The damage is also becoming harder to fix. Vakulenko says NASA fire data suggest more Ukrainian drones are reaching their targets than ever before, increasingly striking not only primary processing units, which are relatively straightforward to repair, but complex isomerisation, cracking and hydrotreating units. Replacement components often have to be imported, lengthening repair times, while some damaged plants can maintain output only by producing lower-standard motor fuels. For example, the key Moscow refinery that was hit earlier this month will be offline for the rest of this year, according to reports.
Yet Russia's refining system has proved remarkably resilient, says Vakulenko. After throughput dropped below 4mn barrels a day following a wave of attacks in late May, it rapidly recovered to more than 4.5mn barrels a day in the week beginning June 4, probably as several plants completed emergency repairs. Similarly, Ukrainian attacks briefly halved the number of loaded tankers leaving Russia's Baltic and Black Sea ports in June following the attacks on Primorsk and Ust-Luga, but traffic quickly recovered. Seaborne oil exports reached about 3.8mn barrels a day in the second half of April — some 500,000 barrels a day above the combined 2023-25 average.
The pressure is nevertheless mounting. Attacks on the Moscow refinery at Kapotnya and Tatneft's (MOEX: TATN) TANECO complex in mid-June knocked out another 600,000 barrels a day of capacity. If previously damaged refineries cannot return quickly, Vakulenko estimates Russia's available refining capacity could fall as much as 28% below previous years.
The geographical concentration of the damage is particularly problematic: all three refineries supplying Moscow by pipeline — Yaroslavl, Ryazan and Kstovo — have been hit.

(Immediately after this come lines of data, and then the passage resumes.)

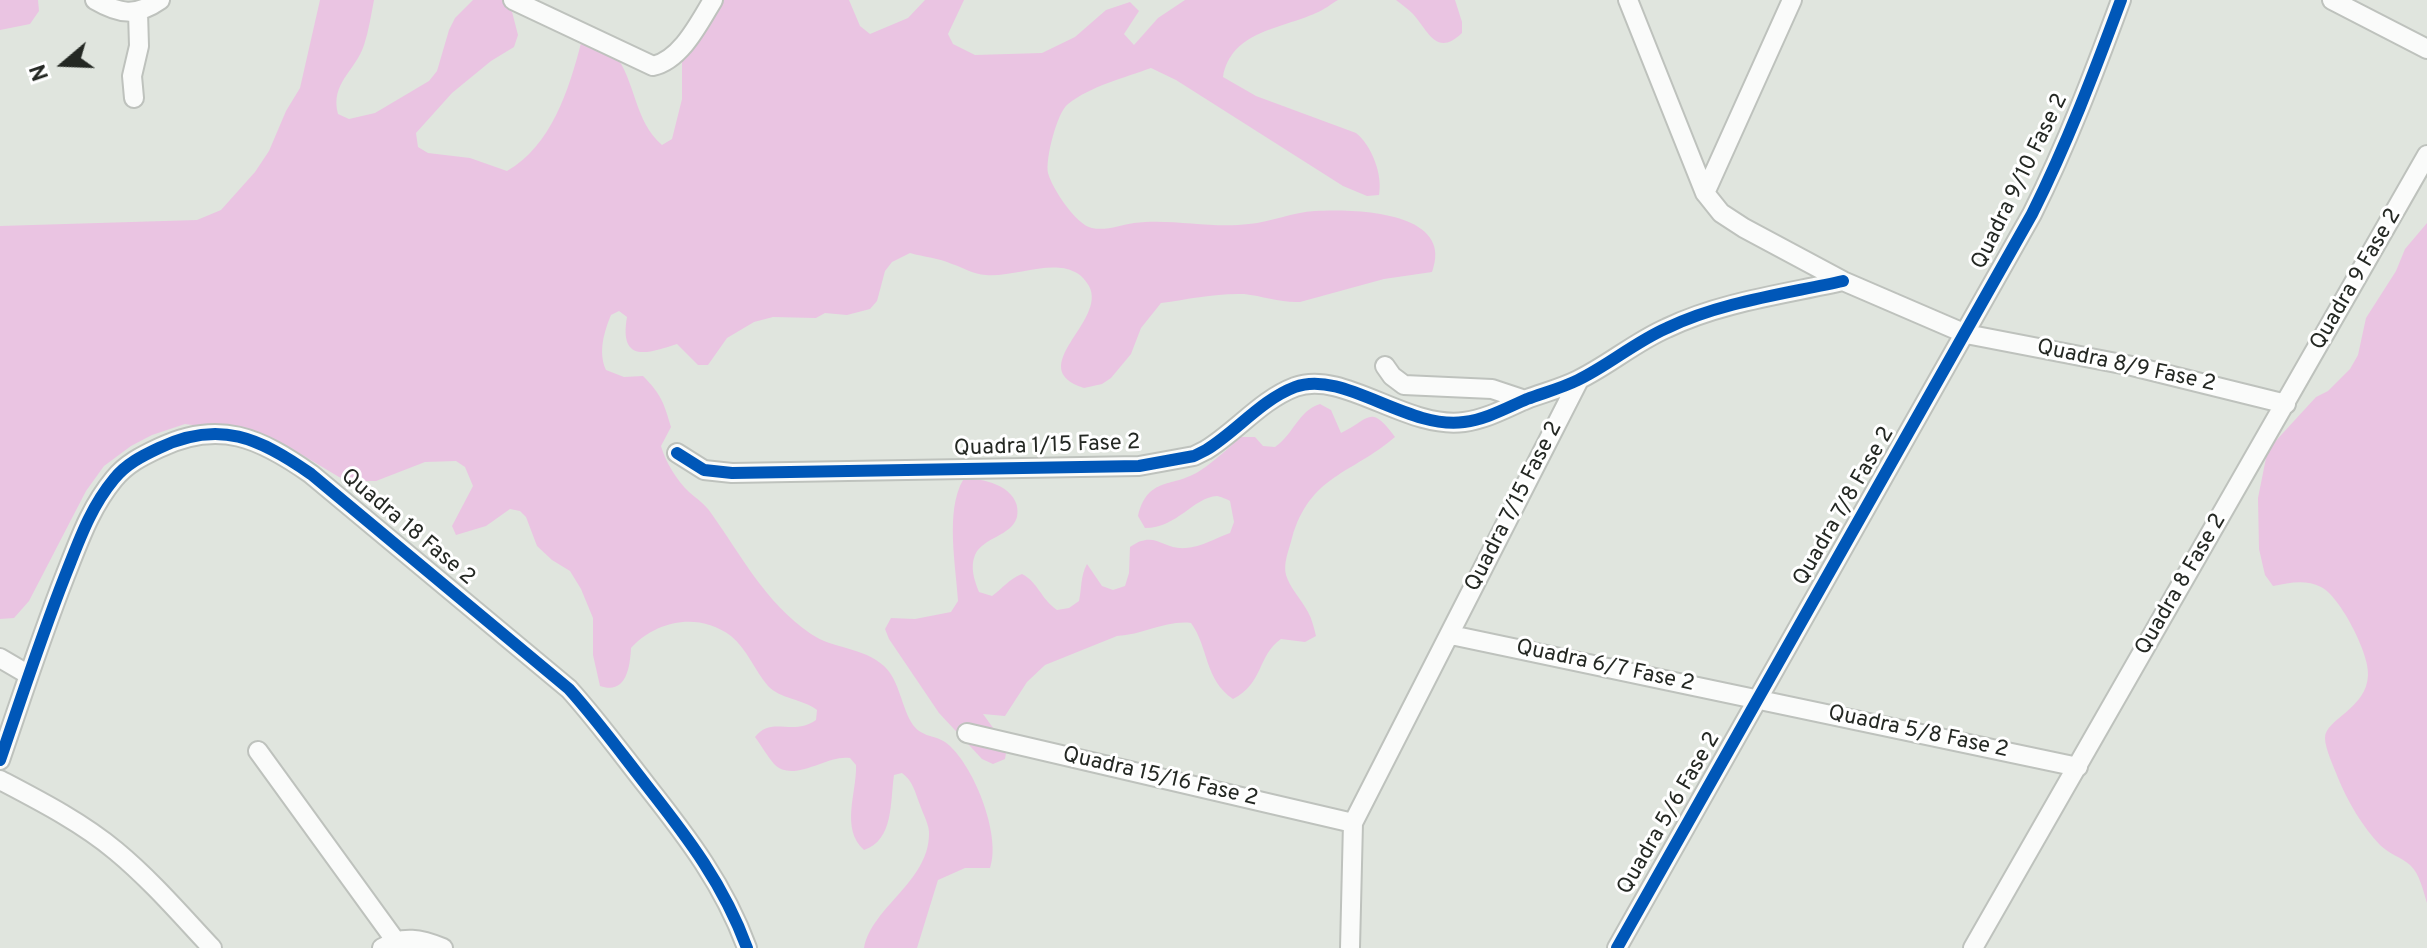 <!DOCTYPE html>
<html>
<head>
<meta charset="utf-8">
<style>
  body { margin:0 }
  #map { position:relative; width:2427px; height:948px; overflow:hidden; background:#e0e5de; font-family:Overpass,sans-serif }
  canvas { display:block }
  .north { position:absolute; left:24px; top:24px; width:80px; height:80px; -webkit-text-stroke:6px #fff; paint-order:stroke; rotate:251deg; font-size:22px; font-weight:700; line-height:32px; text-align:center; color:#242823 }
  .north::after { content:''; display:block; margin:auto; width:28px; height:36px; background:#242823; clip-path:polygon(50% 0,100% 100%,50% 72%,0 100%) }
</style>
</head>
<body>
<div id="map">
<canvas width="2427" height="948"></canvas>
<div class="north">N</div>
</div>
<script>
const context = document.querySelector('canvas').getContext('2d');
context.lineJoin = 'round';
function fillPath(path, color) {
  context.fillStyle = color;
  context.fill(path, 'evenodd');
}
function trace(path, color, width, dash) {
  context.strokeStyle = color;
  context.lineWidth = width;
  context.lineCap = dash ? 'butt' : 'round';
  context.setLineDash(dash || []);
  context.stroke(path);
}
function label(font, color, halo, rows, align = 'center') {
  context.font = font + ' Overpass,sans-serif';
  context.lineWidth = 6;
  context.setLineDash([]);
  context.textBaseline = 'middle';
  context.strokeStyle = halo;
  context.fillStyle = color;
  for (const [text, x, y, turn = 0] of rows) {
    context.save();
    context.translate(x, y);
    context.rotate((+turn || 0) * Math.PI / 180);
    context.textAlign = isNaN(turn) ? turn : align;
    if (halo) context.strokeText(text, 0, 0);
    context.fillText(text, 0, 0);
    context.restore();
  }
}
fillPath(new Path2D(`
  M 0,0 L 38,0 L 39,11 L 30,24 L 0,30 Z
  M 320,0 L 374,0 C 371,15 369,30 364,45 C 355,72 330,83 338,114 L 349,119 L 375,113 L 429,81 L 437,71 L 449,30 L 455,18 L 473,0 L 509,0 L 518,35 L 514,47 L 491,61 L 452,93 L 416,133 L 418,147 L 428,153 L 470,158 L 507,171 C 551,146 569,90 581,43 L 593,38 C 600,42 609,47 614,53 C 636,81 634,121 662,145 L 672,139 L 682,99 L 682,56 L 711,0 L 849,0 L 860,26 L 870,34 L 908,18 L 925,0 L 964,0 L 948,34 L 953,44 L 975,55 L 1042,53 L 1075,37 L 1106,10 L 1130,2 L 1139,11 L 1124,34 L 1134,45 L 1158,18 L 1185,0 L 1338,0 C 1331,4 1324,10 1316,13 C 1281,29 1231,31 1223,77 L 1256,96 L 1356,133 C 1372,146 1383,175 1379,195 L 1367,196 L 1343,186 L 1176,80 L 1151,68 C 1124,78 1091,86 1068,104 C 1057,112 1045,160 1048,173 C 1052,188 1076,225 1092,228 C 1106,231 1121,225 1134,223 C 1172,218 1211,229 1249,224 C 1271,222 1293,212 1315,211 C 1351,209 1456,210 1432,272 L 1384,279 L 1300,302 C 1281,303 1263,296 1244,294 C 1216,293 1189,299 1161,303 L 1141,328 L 1131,354 L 1111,378 L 1102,384 L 1084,388 C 1022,368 1108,321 1089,286 C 1069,250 1019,278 986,275 C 973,274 964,268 952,264 C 939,258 924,257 910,253 L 892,262 L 885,271 L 877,301 L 870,309 L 847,315 L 825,313 L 816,318 L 773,317 L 754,322 L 727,338 L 708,365 L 698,365 L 677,344 C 647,354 619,363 627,317 L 619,311 L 611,315 C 604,332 598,352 606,370 L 624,377 L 643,376 C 661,394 664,403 671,427 L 661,446 C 665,461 677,481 689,492 C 697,499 705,504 711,513 C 743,558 764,601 811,634 C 833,649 863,647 884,666 C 900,681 901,707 913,725 C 922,737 934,735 945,742 C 973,762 1002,836 990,868 L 965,868 L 938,880 L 917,948 L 864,948 C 872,907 928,882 929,835 C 930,826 923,814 920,805 C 915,792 913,781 902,773 L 894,775 C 890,802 894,840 864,850 C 840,828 857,793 856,765 L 850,758 C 827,754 794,784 774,764 C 767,756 761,745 755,737 C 772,715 792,737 816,720 L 817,710 C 803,699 780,699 768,686 C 755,671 747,649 731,636 C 699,612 657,620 631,648 C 630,668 626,695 600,686 L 593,655 L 593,618 L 581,589 L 570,571 L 552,560 L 537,546 L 526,517 L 520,511 L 510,509 L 486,526 L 456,535 L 452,526 L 473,486 L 465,467 L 456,461 L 425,462 L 376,481 L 353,481 L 339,477 L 294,450 L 259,437 L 238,431 L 185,424 L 152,435 L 131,446 L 104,466 L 86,491 L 29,601 L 14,618 L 0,619 L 0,226 L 197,220 L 221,210 L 255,172 L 269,151 L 286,111 L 300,88 Z
  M 1396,0 L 1455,0 L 1462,22 L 1462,33 C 1436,58 1428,30 1412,13 C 1407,8 1401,4 1396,0 Z
  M 2427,223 L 2427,903 C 2423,891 2420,874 2410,865 C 2401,857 2389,854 2380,845 C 2362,826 2348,802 2338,778 C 2334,767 2325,749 2325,738 C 2325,719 2367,709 2368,675 C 2370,655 2340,596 2321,587 C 2305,579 2289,583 2273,586 L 2265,575 L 2259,549 L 2258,498 L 2266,458 L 2271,446 L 2316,397 L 2328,391 L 2350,369 L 2358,355 L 2366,318 L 2396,271 L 2405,249 Z
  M 1320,404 L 1331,410 L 1341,433 C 1370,419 1370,403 1395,437 C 1352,474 1310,475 1292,538 C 1289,550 1283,563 1286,575 C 1290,588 1301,599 1308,612 C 1312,619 1314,628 1316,636 L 1305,642 L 1281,639 C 1257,656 1264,683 1233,699 C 1204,679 1209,648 1191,623 C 1166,620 1143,635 1117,636 L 1045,665 L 1027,682 L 1005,716 L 983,714 L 1007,747 L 1005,759 L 993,764 L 982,759 L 939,713 L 889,639 L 885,629 L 891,618 L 915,619 L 951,612 L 958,601 C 956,566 945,511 963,480 C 984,476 1023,489 1017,517 C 1012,536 983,537 975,555 C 970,567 974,580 979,592 L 992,596 C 1003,588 1009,579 1022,574 C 1038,582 1041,599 1057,610 L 1069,608 L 1079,601 C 1082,588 1080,577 1087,564 L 1102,586 L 1113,590 L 1125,586 L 1129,573 L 1130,547 C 1155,529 1162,550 1186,548 C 1201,547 1216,538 1230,533 L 1234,522 L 1230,501 C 1229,500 1219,496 1217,496 C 1194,497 1177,528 1145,528 L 1138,516 C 1148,475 1173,489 1201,470 C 1215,461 1228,448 1241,437 L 1255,437 L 1263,446 L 1275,447 C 1294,434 1298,411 1320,404 Z`), '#eac4e2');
const minor = new Path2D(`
  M 95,0 C 119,14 136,17 160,0
  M 513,0 L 653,66 C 681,60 699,23 713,0
  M 1628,0 L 1705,193 L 1721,213 L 1744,228 L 1843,281 L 1966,334 L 2132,366 L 2286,404
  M 2332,0 L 2427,49
  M 134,98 L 132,76 L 139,46 L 138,12
  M 1705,193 L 1792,0
  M 1385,366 L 1392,376 L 1404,385 L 1492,389 L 1525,400
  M 677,453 L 704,470 L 732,473 L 1139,466 L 1194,456 L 1206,450 C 1237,431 1261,400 1295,387 C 1343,369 1407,430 1464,422 C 1487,419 1506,408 1527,399 C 1543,393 1562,388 1578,380 C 1609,365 1635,342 1667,328 C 1721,302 1785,294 1843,281
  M 1451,635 L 2078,767
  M 0,658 L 29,675
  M 967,733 L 1353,823
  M 258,751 L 395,940
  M 0,760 C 21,699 41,637 65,576 C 79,541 90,508 114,479 C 126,464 142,456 159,448 C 219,419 260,438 311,474 L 569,689 C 597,720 621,753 647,786 C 688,838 724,885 747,948
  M 0,780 C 40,801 81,822 116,851 C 151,880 181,915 212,948
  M 382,948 C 403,935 421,939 443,948
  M 1350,948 L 1353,823 L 1579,380
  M 1617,948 L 2032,214 C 2067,144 2094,73 2121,0
  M 1973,948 L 2427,155`);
trace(minor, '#bec2bd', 22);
trace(minor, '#fafbfa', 18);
trace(new Path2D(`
  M 677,453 L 704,470 L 732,473 L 1139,466 L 1194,456 L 1206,450 C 1237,431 1261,400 1295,387 C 1343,369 1407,430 1464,422 C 1487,419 1506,408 1527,399 C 1543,393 1562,388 1578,380 C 1609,365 1635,342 1667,328 C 1721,302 1785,294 1843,281
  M 0,760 C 21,699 41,637 65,576 C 79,541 90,508 114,479 C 126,464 142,456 159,448 C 219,419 260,438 311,474 L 569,689 C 597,720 621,753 647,786 C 688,838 724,885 747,948
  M 1617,948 L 2032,214 C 2067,144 2094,73 2121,0`), '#0057b8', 12);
label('22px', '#242823', '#fff', [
  ["Quadra 9/10 Fase 2",2021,182,-64],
  ["Quadra 9 Fase 2",2357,280,-60],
  ["Quadra 8/9 Fase 2",2126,367,12],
  ["Quadra 1/15 Fase 2",1047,447,-2],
  ["Quadra 7/15 Fase 2",1515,507,-63],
  ["Quadra 7/8 Fase 2",1845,507,-60],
  ["Quadra 18 Fase 2",407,528,40],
  ["Quadra 8 Fase 2",2182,585,-60],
  ["Quadra 6/7 Fase 2",1605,667,12],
  ["Quadra 5/8 Fase 2",1918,733,12],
  ["Quadra 15/16 Fase 2",1160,778,13],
  ["Quadra 5/6 Fase 2",1670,814,-60]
]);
</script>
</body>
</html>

The capital and surrounding region account for about 14% of Russia's 53mn passenger cars, while 40% of the country's air passenger traffic passes through Moscow.
For now, Ukraine's strikes have inflicted significant damage without delivering a knockout blow. But the cumulative destruction of increasingly complex refining equipment, combined with logistical bottlenecks and the Kremlin's politically sensitive policy of artificially suppressing petrol prices, is narrowing Moscow's room for manoeuvre.
As Vakulenko warns, if the authorities can no longer prevent a petrol deficit, the question will shift from whether shortages emerge to "how they will organize the distribution of a scarce resource."